Emily Bird—Bird to
her friends—is the viewpoint character of Alaya Dawn Johnson’s amazing young
adult novel LOVE IS THE DRUG (Scholastic, 2014). Bird is an African-American
teenaged-girl in her senior year at a prestigious Washington, DC, prep school.
Bird has selected Stanford as her college of choice, much to her mother’s
dismay. Emily’s parents are wealthy and prominent enough, and Bird’s grades and
SAT scores good enough, to get her into any college she desires. Bird is
borderline upper-crust, and she has ambivalent feelings about her pretentious
mother and social-climbing classmates. He isn’t even sure she wants to go to
college. But if she does continue her education, someplace far from her parents
is preferable.
I love reading well-written
YA fiction. I prefer to think of Love is
the Drug as more a coming-of-age novel where characters are forced to make
real choices for the first times in their lives, and they finally have to grow
up or die. Characters in YA novels refreshingly question everything and
everyone. They’re raw material being molded by events and the environment and
whatever nurture they may have experienced in the past. Their hormones often
get the better of their judgment. And they’re in a constant state of becoming,
just like people in real life.
What Bird is
becoming is scared to death. A new strain of flu, more virulent than the 1918
swine flu epidemic, is killing people world-wide. The American government
claims the flu was engineered by terrorists, most likely from Venezuela or Iran,
and directed at Americans. The President has declared martial law. Washington,
DC, where Bird lives and is nearly half-way through her senior year at an elite
DC prep school where the daughter of the Vice President of the United States is
also a student, has quarantined sections of the city and instituted a nightly curfew.
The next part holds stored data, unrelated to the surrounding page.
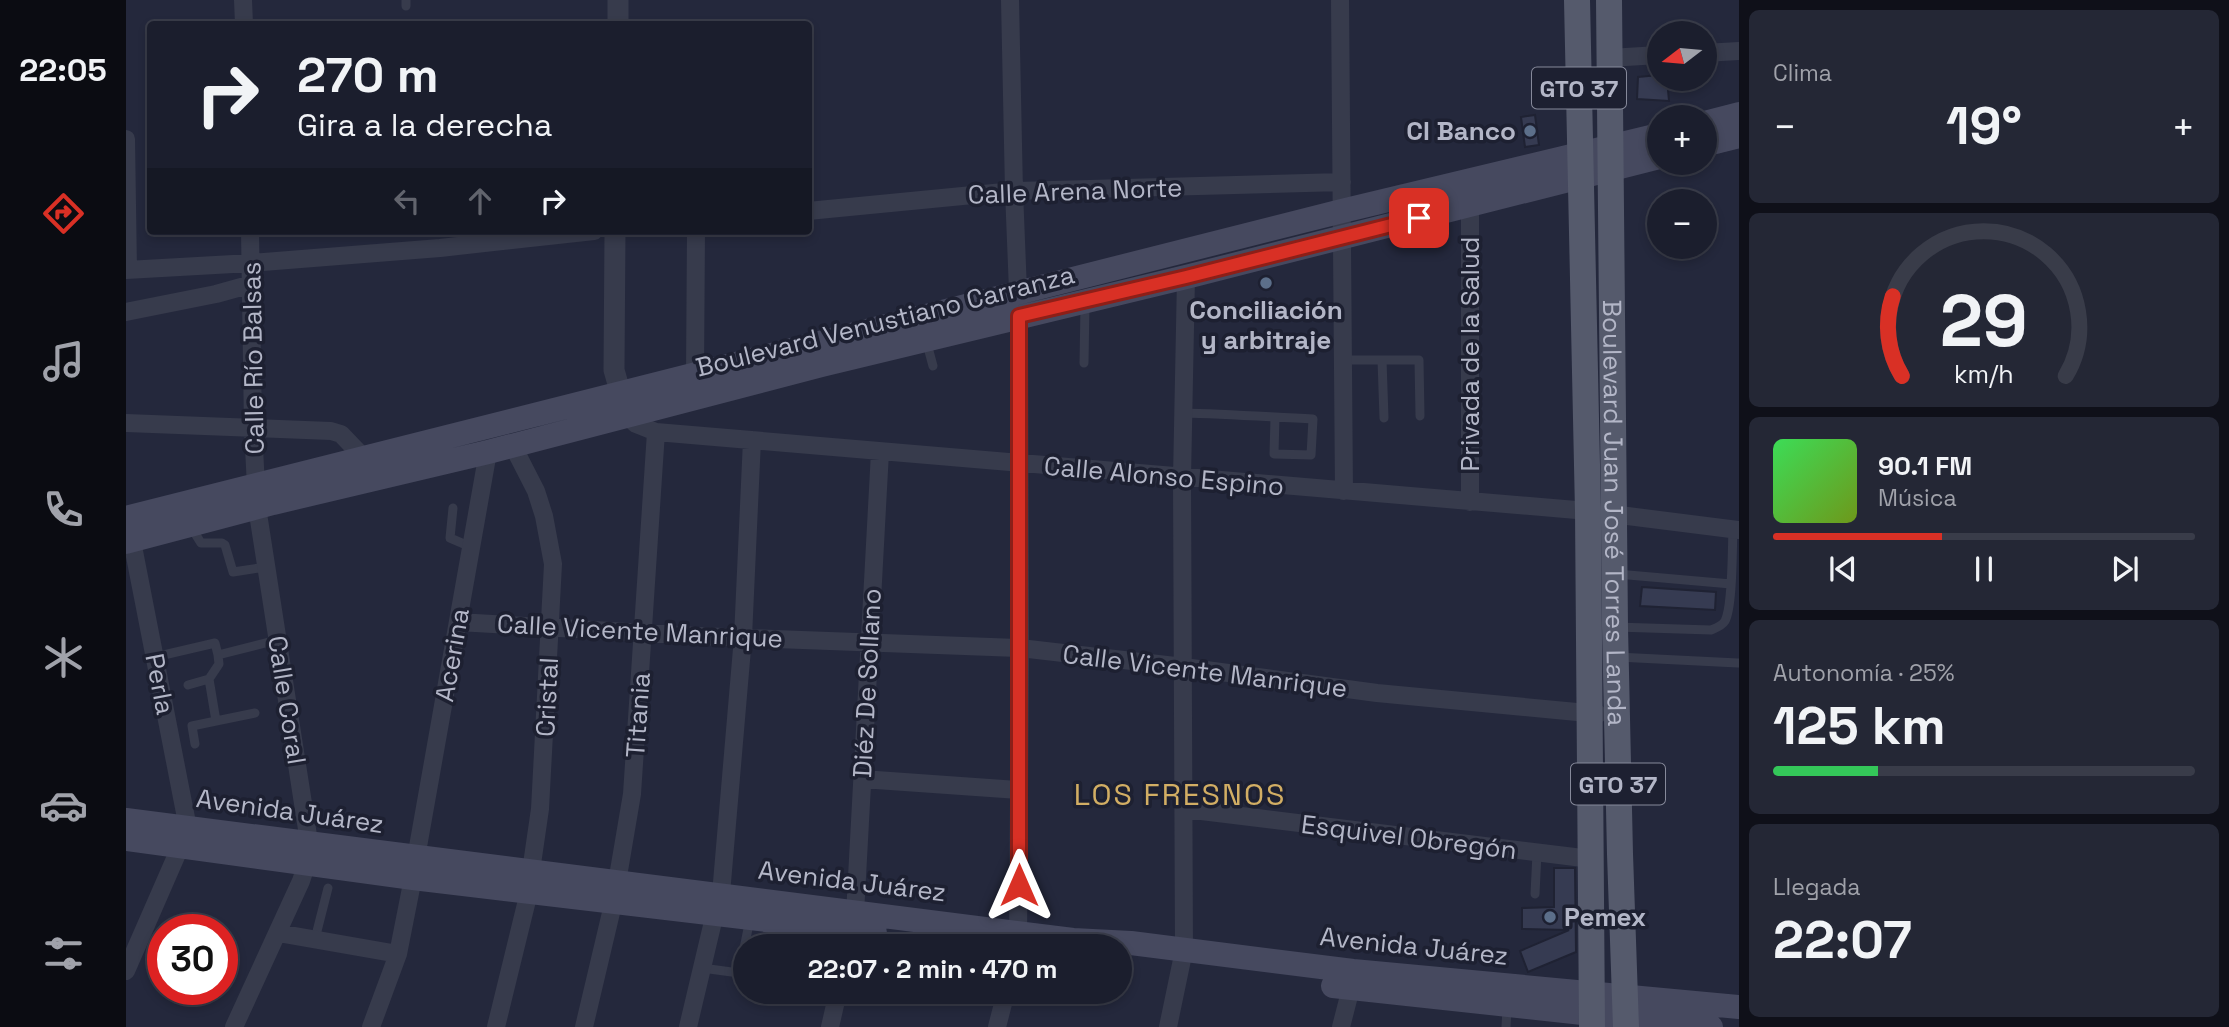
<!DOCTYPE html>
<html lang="es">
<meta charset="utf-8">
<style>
:root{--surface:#1b1e2d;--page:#242735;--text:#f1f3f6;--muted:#a0a2aa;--line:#393c49;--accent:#d93025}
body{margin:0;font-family:"Space Grotesk",sans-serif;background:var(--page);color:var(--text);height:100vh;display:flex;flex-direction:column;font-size:26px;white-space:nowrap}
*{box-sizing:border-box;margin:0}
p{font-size:23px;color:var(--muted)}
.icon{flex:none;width:38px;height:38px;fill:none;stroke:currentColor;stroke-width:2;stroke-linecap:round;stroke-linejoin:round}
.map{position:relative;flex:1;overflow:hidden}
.panel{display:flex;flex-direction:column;gap:10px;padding:10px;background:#0f1019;width:490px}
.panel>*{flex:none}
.guide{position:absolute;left:21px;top:21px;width:665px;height:214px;border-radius:7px;box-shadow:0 4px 10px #0003,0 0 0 2px var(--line);background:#1b1e2d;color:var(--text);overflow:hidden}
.needle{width:46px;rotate:254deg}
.controls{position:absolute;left:1521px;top:21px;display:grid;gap:14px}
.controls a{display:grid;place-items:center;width:70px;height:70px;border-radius:50%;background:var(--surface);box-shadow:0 4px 10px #0003,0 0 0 2px var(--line);font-size:35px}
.speed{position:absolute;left:21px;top:914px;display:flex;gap:14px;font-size:35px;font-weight:700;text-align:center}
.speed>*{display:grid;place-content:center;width:91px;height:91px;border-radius:50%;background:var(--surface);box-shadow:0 4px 10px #0003,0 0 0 2px var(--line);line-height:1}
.speed .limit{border:10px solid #d22;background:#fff;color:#111}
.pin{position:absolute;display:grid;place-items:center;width:60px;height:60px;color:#fff;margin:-30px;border-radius:14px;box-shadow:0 4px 10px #0006}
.me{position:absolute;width:77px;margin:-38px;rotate:0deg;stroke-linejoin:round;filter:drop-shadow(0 0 5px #0008)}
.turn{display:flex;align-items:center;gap:24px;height:147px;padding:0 35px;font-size:32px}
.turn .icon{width:91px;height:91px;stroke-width:2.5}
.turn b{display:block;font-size:49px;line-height:60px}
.lanes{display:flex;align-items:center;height:66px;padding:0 35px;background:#0003;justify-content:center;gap:35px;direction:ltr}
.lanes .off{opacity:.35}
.big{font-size:52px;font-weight:800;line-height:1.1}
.panel .card{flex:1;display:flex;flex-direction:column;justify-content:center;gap:10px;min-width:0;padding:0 24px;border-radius:10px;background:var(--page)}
.panel .dial{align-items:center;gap:0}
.dial svg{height:182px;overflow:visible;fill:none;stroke:var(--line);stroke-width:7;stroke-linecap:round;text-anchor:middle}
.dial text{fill:var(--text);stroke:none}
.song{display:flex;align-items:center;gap:21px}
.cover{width:84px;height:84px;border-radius:10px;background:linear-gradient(135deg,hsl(130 70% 55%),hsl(80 70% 35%))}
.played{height:7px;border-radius:4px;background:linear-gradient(90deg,var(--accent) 40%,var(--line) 40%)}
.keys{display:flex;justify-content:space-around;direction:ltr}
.heat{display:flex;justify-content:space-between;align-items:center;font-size:38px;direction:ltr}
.charge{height:10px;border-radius:5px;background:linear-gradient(90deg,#34c759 25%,var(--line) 0)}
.trip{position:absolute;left:607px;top:934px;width:399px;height:70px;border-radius:35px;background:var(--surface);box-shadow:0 4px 10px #0003,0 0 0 2px var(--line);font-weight:800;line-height:70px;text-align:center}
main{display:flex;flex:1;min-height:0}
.tabs{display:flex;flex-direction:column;width:126px;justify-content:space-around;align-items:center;background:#0b0c12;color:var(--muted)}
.tabs .icon{width:49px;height:49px}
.tabs .selected{color:var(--accent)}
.tabs b{font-size:32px;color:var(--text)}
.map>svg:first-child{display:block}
.building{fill:#363b52;stroke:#1f2233;stroke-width:2}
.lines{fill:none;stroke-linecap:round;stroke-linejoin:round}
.service{stroke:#373b4c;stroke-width:9}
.minor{stroke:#373b4c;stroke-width:18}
.tertiary{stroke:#373b4c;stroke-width:21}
.secondary{stroke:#46495f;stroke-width:24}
.primary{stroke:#555a6c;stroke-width:26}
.route-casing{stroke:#8d1f18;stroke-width:18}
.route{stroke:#d93025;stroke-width:12}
.service-dot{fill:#5c6f8a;stroke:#1d2031;stroke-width:2.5}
.labels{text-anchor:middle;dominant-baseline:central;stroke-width:7;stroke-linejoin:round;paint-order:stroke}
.shield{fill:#1d2031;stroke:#86899a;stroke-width:2}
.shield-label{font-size:24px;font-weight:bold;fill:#b3b6c7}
.poi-label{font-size:26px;font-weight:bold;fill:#b3b6c7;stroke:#1d2031;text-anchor:end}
.street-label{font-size:26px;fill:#b3b6c7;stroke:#1d2031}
.quarter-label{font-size:30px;letter-spacing:2px;fill:#d2ae64;stroke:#1d2031}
</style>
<main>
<nav class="tabs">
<b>22:05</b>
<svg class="icon selected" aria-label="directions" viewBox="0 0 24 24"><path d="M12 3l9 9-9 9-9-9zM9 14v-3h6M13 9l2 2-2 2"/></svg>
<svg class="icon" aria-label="music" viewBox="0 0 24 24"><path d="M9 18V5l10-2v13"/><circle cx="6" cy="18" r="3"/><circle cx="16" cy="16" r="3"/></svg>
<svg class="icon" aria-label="phone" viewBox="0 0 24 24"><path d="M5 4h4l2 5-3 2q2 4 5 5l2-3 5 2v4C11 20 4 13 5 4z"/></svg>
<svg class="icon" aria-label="climate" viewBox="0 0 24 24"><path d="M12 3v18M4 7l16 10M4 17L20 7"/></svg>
<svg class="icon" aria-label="car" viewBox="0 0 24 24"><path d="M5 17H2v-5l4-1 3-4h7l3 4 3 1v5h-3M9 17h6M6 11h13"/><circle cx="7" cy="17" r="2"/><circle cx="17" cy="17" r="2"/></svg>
<svg class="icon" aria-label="filters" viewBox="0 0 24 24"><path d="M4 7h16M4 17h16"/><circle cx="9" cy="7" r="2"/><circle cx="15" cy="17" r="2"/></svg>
</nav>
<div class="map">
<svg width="1613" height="1027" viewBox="0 0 1613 1027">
<rect width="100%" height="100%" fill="#24283c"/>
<!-- building -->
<path class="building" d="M1533,75V79H1541L1543,101L1511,99L1512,77Z
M1409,115L1413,145L1399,147L1395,117Z
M1516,587L1590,592L1589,610L1514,606Z
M1428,868H1449L1450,952L1402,972L1394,951L1443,930L1396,929V908L1428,907Z"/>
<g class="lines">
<!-- service -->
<path class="service" d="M280,0V6
M800,340L807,366
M1217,360H1293L1294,416
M1256,360L1258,418
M958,363L959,305
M1057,413C1101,414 1144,417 1187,419L1185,455L1148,454L1149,417
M327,508L324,538L345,547
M65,527L75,543H96L99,545L107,572L140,567
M1491,574L1605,584
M1490,627L1585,630C1590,628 1596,626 1599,621C1607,606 1606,548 1607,529
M92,655L93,664L83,679L90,721L129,713
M29,657L89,643L92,655L151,640
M1491,657L1612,663
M62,685L83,679
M69,744L66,726L90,721
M1409,894L1411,853
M189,939L202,888
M576,968L613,973L624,919
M1380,1027L1381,1008"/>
<!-- minor -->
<path class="minor" d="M117,0L118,24
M884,0L888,191L893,316L894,648L892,947
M1214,0L1218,491
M1578,53L1613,51
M1483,58L1533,55
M0,139L2,270
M682,211L888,191L1216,182
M0,270L125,263L314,248L468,231
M0,312L90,294L126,284
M569,374L570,231
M501,416L510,424L530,432L1462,511L1613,530
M0,423L205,431L215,434L237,457
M387,446L410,491L418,516L427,564L414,809L405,871
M1344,502V205
M6,541L62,828
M332,622L572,636L894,648L1058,667L1251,693L1472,714
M736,779L893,790
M1059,809L1465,859
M290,858L362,452
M595,894L617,637L626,440
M729,914L754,452
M152,933L272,954
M0,971L55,845
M108,1027L175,881L181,863L183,842L131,507L127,427L124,231
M245,1027L272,954L287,878
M370,1027L403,892
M458,1027L488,900L506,794L530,432
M562,1027L589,913
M704,1027L712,992
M871,1027L880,992
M1042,1027L1058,950L1056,478L1060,277
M1215,1027L1225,988"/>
<!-- tertiary -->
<path class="tertiary" d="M492,24V0
M489,231L488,370L499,409"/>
<!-- secondary -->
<path class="secondary" d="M1578,123L1613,114
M1578,145L1613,136
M0,518L1216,211L1533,135
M0,542L147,503L362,452L696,365L1060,277L1533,157
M0,820L947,940L1005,943L1227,971L1613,1007
M0,839L287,878L749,933
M1207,986L1585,1027"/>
<!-- primary -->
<g class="primary">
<path d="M1451,0L1462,511L1466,1027"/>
<path id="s1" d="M1483,0L1489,627L1494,854L1500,1027"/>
</g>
</g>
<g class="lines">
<defs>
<path id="route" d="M893,885V316L1060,277L1293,218"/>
</defs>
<!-- route casing -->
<use href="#route" class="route-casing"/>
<!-- route -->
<use href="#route" class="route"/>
</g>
<!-- markers -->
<g class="service-dot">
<circle cx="1404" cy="131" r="7"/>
<circle cx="1140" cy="283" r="7"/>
<circle cx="1424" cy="917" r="7"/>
</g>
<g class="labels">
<!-- shield labels -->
<g class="shield">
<rect x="1406" y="67.5" width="94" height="41" rx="5"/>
<rect x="1445" y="763.5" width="94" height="41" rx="5"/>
</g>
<g class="shield-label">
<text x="1453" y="88">GTO 37</text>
<text x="1492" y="784">GTO 37</text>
</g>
<!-- poi labels -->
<g class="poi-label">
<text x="1390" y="131">CI Banco</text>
<text x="1140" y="310" text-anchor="middle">Conciliación<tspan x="1140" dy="30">y arbitraje</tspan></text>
<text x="1438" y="917" text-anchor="start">Pemex</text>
</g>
<!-- street labels -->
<g class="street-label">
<text transform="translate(949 191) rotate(-2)">Calle Arena Norte</text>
<text transform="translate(759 321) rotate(-14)">Boulevard Venustiano Carranza</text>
<text transform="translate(1344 354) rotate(-90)">Privada de la Salud</text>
<text transform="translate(127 358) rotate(-91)">Calle Río Balsas</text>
<text transform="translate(1038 476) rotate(5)">Calle Alonso Espino</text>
<text stroke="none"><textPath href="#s1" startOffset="513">Boulevard Juan José Torres Landa</textPath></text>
<text transform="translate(514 631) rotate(3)">Calle Vicente Manrique</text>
<text transform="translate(326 655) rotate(-80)">Acerina</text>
<text transform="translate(1079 671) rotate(7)">Calle Vicente Manrique</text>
<text transform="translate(741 683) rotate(-87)">Diéz De Sollano</text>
<text transform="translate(34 684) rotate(79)">Perla</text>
<text transform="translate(421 697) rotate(-87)">Cristal</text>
<text transform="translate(161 700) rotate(81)">Calle Coral</text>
<text transform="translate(512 715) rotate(-86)">Titania</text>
<text transform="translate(164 811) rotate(8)">Avenida Juárez</text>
<text transform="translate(1283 837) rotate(7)">Esquivel Obregón</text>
<text transform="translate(726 881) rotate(7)">Avenida Juárez</text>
<text transform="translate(1288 946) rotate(6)">Avenida Juárez</text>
</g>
<!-- quarter labels -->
<g class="quarter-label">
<text x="1054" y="794">LOS FRESNOS</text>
</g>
</g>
</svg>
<div class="controls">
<a><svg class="needle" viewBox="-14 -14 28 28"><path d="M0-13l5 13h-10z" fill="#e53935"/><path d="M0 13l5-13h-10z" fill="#a0a2aa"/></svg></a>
<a>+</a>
<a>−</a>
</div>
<div class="speed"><div class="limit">30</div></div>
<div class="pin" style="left:1293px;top:218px;background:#d93025"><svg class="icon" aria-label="arrive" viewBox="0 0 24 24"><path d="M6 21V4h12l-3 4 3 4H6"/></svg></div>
<svg class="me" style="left:893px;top:885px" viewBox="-20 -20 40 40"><path d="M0-17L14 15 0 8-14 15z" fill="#d93025" stroke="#fff" stroke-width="4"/></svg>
<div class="trip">22:07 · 2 min · 470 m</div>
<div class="guide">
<div class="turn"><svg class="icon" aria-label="right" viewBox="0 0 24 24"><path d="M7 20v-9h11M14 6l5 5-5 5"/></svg><div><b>270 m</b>Gira a la derecha</div></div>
<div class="lanes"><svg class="icon off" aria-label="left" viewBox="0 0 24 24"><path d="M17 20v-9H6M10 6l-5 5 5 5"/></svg><svg class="icon off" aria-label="ahead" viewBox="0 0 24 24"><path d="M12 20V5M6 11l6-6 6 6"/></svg><svg class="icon" aria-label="right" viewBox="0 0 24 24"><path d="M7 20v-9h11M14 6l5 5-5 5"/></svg></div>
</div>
</div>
<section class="panel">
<div class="card"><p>Clima</p>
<div class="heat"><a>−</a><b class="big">19°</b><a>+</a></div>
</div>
<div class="card dial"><svg viewBox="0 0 100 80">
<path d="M14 69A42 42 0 1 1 86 69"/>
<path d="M14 69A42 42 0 0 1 10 34" stroke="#d93025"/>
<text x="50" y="56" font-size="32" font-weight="700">29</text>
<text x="50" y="72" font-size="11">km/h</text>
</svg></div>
<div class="card">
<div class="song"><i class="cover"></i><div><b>90.1 FM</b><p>Música</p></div></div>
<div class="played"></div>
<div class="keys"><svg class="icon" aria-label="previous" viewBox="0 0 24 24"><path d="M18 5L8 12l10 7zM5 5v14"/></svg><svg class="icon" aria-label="pause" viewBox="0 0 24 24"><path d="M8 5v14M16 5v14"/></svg><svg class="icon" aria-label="next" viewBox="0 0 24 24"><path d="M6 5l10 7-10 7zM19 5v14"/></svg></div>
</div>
<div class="card"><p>Autonomía · 25%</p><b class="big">125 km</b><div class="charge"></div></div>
<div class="card"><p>Llegada</p><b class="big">22:07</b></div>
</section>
</main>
Students become virtual prisoners at the school. Bird’s parents are biochemists
who work for the US government, and they are out of town on a secret mission.
Their jobs are so top-secret Bird knows nothing about what they do nor where
they work. When Bird innocently lets slip, during a party she attends with her
boyfriend Paul, that she knows the actual name of the company her parents allegedly
work for, government contractor and secret agent Roosevelt David takes a
special interest in Bird and Bird’s friend Coffee. Coffee is the son of a
Brazilian diplomat stationed in Washington, and he is a whiz at chemistry and notorious
for dealing drugs to other students at school.
Bird wakes from a
coma eight days after the party. She finds herself in the hospital with
stitches in her head and an IV in her arm. She remembers little of what
happened the night of the party. Was she drugged? Did Coffee drug her? Did
Paul? Did Roosevelt David? Why?
The mystery
deepens. Is Bird paranoid or is there a real conspiracy going on?
Love is the Drug is filled with great imagery and
decent dialogue. The character insights are interesting. Sometimes even adults
act like children, and sometimes children are more adult than they get credit
for.
Identity is a
recurring theme in this novel. Is one defined by family? By friends? By color?
By education? By age? By sexual orientation?
What’s in a name?
Would a bird, by any other name, be able to fly?
If you love
science fiction or a good mystery or a well-wrought apocalyptic tale full of
secrets and delusions and paranoid speculations, then Love is the Drug is a book you want to read. It’s not perfect, but the story is superbly
crafted. The human conflicts—both internal and external—seem real. The
conspiracies seem plausible. The book may be a tad too long and might benefit
from some selective editing near the end. But by then you’re so hooked you don’t
want the novel to end and the final twists and turns of the plot keep the pages
turning. Although this novel is suitable for young adults, it’s not a juvenile
book by any means. It’s adult fiction at its finest.